Thank you so much. I hope you have a nice day!
@idkwhttoname
Hi there! I read your post and it seems like you suffered a long time because of a mistake you did in your past. You already realized how harmful rumors can be and you do feel guilty of it. It isn't something we can scrub off from our past so easily but in everyone's life, or in most people's life, they have done mistakes they might even be terrified to speak about and feel guilty for the coming years. That is really sad but also a relief that we aren't the only ones who made such a mistake.
You mentioned that this event happened when you were in elementary school and this might have been so difficult for you to deal since students of elementary school are very young in age. It is very much possible that you might have not been able to assess the consequences of that. But I am so proud of you that you gathered up the courage to apologize to her. It shows that not only you acknowledged the fact that it hurt her and might have created misunderstandings for others, you also owned up to it and confronted her. For someone so young, it is so impressive in fact such a strong point of this situation that you did the right thing at the end.
She stayed angry at you for a year, but this is something not in your control. Events has consequences and an apology doesn't make it easy to forget everything all of a sudden. She took her time and now when she might have decided to move on, she is your friend again.

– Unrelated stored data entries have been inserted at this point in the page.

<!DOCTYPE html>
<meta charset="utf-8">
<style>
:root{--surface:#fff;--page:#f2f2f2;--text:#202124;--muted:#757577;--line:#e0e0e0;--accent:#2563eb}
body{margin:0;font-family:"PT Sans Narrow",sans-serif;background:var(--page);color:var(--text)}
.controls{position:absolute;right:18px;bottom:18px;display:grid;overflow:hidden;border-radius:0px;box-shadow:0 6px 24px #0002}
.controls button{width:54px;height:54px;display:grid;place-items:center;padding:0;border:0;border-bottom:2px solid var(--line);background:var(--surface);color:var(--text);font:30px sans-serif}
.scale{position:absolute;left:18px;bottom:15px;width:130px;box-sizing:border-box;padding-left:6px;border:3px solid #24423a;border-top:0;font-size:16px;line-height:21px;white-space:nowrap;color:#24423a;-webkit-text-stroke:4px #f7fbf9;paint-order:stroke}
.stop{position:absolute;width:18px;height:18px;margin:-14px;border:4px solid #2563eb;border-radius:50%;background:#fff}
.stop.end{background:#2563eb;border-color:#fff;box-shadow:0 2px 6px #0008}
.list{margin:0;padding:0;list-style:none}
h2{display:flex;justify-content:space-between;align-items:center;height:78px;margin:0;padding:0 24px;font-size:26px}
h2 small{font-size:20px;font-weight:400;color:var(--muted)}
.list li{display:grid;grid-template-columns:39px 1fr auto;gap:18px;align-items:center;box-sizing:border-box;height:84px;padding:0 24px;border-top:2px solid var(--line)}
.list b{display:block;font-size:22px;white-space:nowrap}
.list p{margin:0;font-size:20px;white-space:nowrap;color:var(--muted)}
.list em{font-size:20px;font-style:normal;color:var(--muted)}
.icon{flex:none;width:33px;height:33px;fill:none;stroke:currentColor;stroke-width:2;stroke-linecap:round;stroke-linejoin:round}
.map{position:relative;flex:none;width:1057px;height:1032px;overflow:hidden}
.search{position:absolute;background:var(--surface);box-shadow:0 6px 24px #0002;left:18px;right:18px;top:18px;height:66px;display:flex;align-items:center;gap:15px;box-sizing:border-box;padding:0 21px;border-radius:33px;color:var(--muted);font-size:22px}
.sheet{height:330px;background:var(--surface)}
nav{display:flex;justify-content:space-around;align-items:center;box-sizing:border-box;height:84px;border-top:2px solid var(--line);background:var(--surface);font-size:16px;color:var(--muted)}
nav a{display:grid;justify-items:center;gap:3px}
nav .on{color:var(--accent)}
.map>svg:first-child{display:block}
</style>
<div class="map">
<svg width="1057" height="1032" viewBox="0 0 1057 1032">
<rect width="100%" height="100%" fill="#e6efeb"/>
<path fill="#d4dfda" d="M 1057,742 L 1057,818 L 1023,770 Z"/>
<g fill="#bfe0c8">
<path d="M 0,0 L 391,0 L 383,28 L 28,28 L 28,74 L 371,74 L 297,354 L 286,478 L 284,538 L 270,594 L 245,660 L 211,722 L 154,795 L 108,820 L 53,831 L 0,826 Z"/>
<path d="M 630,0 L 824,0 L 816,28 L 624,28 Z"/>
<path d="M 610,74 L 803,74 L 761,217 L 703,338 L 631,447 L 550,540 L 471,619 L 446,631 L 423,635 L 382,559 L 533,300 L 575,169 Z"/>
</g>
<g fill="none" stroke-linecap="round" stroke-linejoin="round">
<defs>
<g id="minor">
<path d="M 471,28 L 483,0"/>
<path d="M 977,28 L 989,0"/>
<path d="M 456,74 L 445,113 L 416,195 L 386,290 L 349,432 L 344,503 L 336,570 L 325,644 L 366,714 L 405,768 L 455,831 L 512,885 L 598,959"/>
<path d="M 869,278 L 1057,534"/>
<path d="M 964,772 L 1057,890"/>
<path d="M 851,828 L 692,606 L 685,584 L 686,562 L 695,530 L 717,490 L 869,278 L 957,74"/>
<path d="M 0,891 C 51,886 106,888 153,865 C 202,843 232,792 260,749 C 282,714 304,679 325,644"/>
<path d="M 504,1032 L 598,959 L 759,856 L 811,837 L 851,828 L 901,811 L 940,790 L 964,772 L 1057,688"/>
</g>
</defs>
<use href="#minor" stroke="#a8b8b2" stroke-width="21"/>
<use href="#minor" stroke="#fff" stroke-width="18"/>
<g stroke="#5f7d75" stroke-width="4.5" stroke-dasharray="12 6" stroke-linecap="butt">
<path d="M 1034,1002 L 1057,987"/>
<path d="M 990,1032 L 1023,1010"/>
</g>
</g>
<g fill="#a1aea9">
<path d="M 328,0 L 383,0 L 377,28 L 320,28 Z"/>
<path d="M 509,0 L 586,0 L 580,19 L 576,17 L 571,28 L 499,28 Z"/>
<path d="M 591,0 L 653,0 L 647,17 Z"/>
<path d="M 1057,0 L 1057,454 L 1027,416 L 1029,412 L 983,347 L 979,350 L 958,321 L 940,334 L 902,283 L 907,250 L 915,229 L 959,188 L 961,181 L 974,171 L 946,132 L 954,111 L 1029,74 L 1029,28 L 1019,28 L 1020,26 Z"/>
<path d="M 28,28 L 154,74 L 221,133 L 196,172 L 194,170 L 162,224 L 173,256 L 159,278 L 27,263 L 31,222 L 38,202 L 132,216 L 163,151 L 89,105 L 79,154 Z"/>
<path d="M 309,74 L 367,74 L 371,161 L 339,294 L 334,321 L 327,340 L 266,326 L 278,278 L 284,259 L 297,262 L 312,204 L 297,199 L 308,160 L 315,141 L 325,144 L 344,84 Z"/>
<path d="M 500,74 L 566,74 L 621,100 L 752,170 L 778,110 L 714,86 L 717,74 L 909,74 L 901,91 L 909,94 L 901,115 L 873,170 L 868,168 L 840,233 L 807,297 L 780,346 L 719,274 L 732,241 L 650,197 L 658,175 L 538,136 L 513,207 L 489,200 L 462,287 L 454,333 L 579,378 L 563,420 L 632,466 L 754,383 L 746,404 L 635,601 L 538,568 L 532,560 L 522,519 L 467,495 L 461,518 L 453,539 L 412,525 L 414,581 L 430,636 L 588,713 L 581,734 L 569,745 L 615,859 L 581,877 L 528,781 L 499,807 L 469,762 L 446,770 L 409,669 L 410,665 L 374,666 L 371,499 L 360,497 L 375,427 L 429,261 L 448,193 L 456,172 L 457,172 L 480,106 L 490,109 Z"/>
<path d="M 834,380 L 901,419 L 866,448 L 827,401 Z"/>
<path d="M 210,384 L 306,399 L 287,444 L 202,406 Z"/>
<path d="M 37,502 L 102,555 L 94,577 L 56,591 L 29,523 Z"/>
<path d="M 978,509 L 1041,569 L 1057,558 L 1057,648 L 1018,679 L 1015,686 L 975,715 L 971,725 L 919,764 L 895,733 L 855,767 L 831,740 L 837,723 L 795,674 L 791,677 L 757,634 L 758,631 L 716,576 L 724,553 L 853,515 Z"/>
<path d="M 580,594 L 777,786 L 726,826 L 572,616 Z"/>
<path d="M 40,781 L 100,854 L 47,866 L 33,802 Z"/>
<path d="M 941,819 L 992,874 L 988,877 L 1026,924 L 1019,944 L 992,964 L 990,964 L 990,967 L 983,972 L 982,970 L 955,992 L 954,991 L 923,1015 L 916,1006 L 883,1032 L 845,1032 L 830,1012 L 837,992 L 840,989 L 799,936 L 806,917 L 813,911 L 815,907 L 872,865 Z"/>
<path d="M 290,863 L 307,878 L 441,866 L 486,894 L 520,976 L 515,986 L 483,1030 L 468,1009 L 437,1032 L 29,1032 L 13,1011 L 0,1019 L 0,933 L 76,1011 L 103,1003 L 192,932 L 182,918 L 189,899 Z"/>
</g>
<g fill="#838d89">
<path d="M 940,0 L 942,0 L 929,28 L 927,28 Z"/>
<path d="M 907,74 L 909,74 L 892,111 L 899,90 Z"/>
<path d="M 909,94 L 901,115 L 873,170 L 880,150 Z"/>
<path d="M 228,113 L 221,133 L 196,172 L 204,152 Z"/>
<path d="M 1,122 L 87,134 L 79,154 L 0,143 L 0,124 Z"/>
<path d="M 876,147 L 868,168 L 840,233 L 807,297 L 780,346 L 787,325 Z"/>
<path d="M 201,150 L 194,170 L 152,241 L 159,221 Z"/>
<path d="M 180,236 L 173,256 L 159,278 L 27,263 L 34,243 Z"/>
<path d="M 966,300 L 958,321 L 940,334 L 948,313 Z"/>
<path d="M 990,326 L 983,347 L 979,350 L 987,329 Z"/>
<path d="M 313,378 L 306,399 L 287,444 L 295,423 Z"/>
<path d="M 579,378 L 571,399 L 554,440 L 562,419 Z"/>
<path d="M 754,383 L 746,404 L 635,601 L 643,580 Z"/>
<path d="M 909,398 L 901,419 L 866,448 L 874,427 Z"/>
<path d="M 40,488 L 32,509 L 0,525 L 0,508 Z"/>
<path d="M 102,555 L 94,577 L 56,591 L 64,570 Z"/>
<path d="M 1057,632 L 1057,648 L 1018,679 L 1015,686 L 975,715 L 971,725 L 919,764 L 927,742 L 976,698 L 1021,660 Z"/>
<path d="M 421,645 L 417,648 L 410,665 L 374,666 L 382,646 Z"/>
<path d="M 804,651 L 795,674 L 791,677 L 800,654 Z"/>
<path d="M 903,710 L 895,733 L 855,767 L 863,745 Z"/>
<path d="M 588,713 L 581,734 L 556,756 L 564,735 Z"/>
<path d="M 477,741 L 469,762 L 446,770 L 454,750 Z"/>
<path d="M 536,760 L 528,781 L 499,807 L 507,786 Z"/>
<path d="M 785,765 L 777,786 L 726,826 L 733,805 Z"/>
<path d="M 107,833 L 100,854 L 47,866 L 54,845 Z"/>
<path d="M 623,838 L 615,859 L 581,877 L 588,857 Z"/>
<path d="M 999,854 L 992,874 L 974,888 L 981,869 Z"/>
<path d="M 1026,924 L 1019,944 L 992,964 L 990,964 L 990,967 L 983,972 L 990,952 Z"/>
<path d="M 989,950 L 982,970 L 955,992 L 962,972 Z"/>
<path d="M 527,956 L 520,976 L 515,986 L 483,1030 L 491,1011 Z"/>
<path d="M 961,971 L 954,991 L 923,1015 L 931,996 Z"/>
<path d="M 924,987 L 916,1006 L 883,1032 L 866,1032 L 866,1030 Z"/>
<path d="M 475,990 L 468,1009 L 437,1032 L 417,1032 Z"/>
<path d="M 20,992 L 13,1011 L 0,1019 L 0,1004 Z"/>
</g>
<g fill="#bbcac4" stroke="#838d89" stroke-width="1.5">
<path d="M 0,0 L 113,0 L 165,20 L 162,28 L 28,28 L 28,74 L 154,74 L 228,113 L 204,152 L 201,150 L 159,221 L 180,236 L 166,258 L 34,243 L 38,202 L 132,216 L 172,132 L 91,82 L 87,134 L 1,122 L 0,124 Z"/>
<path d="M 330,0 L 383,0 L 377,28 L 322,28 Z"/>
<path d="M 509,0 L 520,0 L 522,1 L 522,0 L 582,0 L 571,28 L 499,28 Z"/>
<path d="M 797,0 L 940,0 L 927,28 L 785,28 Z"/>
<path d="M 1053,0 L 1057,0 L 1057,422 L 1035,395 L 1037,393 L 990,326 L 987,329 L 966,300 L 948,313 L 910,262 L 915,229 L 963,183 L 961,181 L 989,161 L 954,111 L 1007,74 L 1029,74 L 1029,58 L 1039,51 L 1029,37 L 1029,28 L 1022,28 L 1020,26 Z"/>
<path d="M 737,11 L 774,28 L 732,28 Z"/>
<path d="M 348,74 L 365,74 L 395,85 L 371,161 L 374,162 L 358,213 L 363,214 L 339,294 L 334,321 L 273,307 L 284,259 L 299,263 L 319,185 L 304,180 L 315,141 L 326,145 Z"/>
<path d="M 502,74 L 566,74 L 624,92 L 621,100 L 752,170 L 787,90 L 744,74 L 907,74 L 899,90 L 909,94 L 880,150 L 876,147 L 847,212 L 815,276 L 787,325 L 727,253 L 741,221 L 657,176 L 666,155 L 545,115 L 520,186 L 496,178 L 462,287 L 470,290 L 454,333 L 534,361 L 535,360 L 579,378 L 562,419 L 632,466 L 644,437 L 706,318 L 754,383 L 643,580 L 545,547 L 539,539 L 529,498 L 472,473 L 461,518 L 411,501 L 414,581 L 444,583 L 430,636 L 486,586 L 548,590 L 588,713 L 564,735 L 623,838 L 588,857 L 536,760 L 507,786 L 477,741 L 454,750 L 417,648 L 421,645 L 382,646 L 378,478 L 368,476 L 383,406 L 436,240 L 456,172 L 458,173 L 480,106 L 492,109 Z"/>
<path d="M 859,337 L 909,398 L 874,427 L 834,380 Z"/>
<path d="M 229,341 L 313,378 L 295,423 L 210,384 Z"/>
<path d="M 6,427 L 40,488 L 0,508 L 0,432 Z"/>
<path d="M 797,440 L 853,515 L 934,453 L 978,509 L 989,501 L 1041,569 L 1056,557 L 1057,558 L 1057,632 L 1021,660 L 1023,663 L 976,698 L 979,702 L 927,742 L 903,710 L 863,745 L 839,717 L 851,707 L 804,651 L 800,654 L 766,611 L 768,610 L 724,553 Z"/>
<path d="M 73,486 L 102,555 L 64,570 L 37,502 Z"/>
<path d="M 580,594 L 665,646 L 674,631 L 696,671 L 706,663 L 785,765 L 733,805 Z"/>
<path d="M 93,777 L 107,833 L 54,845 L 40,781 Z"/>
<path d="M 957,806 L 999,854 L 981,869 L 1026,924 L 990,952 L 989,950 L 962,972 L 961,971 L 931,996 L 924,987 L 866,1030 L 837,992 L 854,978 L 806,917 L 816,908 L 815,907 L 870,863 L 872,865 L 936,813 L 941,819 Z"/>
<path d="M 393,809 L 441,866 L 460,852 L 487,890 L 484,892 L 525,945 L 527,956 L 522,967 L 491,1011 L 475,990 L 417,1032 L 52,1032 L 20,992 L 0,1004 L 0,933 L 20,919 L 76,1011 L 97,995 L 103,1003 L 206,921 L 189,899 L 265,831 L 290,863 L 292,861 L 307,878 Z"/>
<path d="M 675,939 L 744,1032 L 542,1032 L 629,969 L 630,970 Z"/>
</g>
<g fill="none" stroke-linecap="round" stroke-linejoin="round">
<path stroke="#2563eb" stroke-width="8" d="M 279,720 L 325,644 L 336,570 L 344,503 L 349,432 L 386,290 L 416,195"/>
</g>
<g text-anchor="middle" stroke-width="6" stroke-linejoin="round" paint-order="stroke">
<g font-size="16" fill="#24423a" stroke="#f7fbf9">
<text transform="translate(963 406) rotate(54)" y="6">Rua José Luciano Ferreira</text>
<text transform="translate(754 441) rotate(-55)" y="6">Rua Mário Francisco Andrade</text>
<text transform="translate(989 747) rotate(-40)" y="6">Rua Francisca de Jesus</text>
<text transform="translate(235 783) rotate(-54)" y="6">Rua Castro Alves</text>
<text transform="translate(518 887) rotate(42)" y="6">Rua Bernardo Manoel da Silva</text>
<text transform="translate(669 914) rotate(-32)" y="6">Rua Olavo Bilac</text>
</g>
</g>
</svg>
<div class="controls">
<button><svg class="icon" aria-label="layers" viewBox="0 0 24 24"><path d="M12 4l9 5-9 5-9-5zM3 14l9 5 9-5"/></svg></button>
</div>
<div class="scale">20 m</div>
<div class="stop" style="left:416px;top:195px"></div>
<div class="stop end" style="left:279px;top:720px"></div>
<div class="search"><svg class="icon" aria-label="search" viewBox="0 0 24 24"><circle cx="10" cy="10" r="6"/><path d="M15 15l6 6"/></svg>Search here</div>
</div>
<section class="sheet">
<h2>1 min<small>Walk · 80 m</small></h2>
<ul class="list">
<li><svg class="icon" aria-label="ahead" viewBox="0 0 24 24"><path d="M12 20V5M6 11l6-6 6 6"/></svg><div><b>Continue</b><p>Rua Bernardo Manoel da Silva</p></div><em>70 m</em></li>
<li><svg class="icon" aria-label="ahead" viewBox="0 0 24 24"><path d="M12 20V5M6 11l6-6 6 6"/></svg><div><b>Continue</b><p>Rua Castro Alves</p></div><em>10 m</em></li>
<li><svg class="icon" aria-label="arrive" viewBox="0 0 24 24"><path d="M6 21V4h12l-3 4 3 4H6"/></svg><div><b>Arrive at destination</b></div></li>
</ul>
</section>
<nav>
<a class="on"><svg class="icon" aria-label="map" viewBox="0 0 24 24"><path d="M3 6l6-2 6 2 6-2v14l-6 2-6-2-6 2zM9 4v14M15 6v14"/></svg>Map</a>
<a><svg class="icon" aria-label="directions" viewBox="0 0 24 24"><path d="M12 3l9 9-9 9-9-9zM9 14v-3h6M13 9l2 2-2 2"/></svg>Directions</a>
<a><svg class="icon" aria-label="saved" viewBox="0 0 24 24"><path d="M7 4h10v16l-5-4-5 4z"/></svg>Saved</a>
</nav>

It has been 13 years since then and I can see you are finding it difficult to move on. But maybe it is your time to forgive yourself. We hear a lot about forgiving others and yet rarely talk about the even more difficult task to forgive ourselves. The mistake sometimes might not align with our values and who we think we are, and we punish ourselves so much...sometimes even overdoing it. She took her time to forgive you or at least move on. What about you? How are you going to let it go?